There is always argument over whether this disaster or that one is related to the Climate Crisis. But global heating of the atmosphere is such a pervasive change, that even when it can't be established that they cause particular patterns of violent and extreme weather, it's unlikely that these patterns aren't related.
Lately I've become more persuaded that it will take major disasters for real action to be taken on the Climate Crisis. I'm a very reluctant convert to that view, though I hope to be pleasantly surprised. But if so, then the question becomes: what is major? And that's a matter of perception.
Right now, cumulative awareness is growing because there are more and more people who have been directly affected by one disaster or another. There are the long-term trends: drought here in the West, heat and storms in the East, with the two tendencies meeting violently in the Midwest. Plus these specific, awful instances and events.

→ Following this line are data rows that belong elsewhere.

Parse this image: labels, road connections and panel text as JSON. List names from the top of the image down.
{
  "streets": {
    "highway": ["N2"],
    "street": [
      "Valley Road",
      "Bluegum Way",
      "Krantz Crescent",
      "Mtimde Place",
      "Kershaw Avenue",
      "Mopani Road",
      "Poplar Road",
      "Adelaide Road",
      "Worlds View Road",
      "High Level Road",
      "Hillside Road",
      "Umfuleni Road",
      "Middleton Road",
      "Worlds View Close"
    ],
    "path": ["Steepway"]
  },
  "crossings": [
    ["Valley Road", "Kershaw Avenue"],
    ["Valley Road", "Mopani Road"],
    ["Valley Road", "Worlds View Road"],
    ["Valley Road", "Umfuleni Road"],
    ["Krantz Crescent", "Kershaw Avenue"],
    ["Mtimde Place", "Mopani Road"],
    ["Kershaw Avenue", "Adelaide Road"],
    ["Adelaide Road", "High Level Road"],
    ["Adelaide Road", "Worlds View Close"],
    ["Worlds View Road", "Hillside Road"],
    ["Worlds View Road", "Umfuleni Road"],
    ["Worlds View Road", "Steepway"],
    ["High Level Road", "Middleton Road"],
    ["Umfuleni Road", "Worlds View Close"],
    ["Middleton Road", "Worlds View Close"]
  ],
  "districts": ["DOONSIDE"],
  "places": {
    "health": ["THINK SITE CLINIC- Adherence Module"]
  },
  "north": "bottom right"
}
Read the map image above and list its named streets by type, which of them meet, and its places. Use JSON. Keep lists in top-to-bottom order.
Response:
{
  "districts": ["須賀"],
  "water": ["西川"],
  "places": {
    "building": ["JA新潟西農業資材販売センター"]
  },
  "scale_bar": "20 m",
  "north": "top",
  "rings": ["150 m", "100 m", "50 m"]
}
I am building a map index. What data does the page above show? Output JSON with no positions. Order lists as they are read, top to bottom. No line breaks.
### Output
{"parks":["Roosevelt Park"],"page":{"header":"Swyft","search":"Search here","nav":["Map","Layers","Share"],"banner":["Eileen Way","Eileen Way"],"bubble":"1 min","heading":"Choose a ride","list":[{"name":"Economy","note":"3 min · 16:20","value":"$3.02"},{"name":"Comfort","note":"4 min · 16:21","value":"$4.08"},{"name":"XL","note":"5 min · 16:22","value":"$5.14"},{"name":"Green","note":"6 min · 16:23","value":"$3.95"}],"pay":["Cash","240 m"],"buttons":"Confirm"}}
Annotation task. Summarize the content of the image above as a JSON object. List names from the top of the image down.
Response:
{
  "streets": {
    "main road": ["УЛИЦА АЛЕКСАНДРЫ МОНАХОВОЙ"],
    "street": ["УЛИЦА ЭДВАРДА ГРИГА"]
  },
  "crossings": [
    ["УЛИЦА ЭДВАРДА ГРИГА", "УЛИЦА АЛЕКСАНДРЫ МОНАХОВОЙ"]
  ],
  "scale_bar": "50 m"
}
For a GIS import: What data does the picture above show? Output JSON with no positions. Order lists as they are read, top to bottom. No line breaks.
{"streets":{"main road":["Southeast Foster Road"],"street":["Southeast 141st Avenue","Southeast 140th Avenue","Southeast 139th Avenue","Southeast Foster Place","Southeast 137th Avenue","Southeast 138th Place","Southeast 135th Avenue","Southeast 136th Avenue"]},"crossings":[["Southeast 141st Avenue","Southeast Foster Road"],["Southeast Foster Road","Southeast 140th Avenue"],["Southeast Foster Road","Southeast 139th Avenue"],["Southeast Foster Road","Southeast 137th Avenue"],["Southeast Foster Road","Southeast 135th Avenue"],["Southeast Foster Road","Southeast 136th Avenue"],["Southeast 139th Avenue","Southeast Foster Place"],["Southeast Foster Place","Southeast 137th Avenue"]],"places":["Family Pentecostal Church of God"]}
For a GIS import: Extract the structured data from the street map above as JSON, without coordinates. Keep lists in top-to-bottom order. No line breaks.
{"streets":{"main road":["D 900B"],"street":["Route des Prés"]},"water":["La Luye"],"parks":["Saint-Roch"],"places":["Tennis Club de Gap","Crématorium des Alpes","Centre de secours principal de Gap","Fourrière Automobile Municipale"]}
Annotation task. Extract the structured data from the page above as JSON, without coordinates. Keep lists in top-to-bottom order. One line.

These disasters aren't being ignored by everyone. Governments must deal with these disasters, and many businesses must pay attention to the effects. Both have to be smart enough to see patterns, and anticipate needs. Local and state governments in particular must be ready to respond. If they aren't, people will vote them out. So if there are patterns, they have to take them seriously. They have to be prepared. And if that takes regional coordination and eventually national networks, they work to organize those, even if these activities rarely make the news. And businesses that need to anticipate the future also may work quietly.
When there is destruction there must be rebuilding, and Climate Crisis awareness is already leading in some instances to design choices with it in mind. This can go beyond both "green buildings" and more attention to flood control, for instance. As Matthew Waxman
wrote: "
The planning policy would focus on finding sustainable solutions to broken or destroyed systems. Disaster in this way is used to jump-start changes in infrastructure and thus alter daily habits, patterns, and preferences on everything from energy consumption to transportation, housing and health, economic development, community and civic facilities, open space, food, and lifestyle."
And even if these separate disasters don't have the kind of single, focused impact that could spur policymakers to get serious and act, their cumulative effect may be that when leadership proposes, they will be ready to begin what will need to be a major shift in policy, action and daily life. Because if there is no action until disaster is so huge that it can't be ignored, there's a huge risk that by that time it will be too late. And a risk that the wrong decisions will be made in a climate of fear, as we learned all too well in the past decade.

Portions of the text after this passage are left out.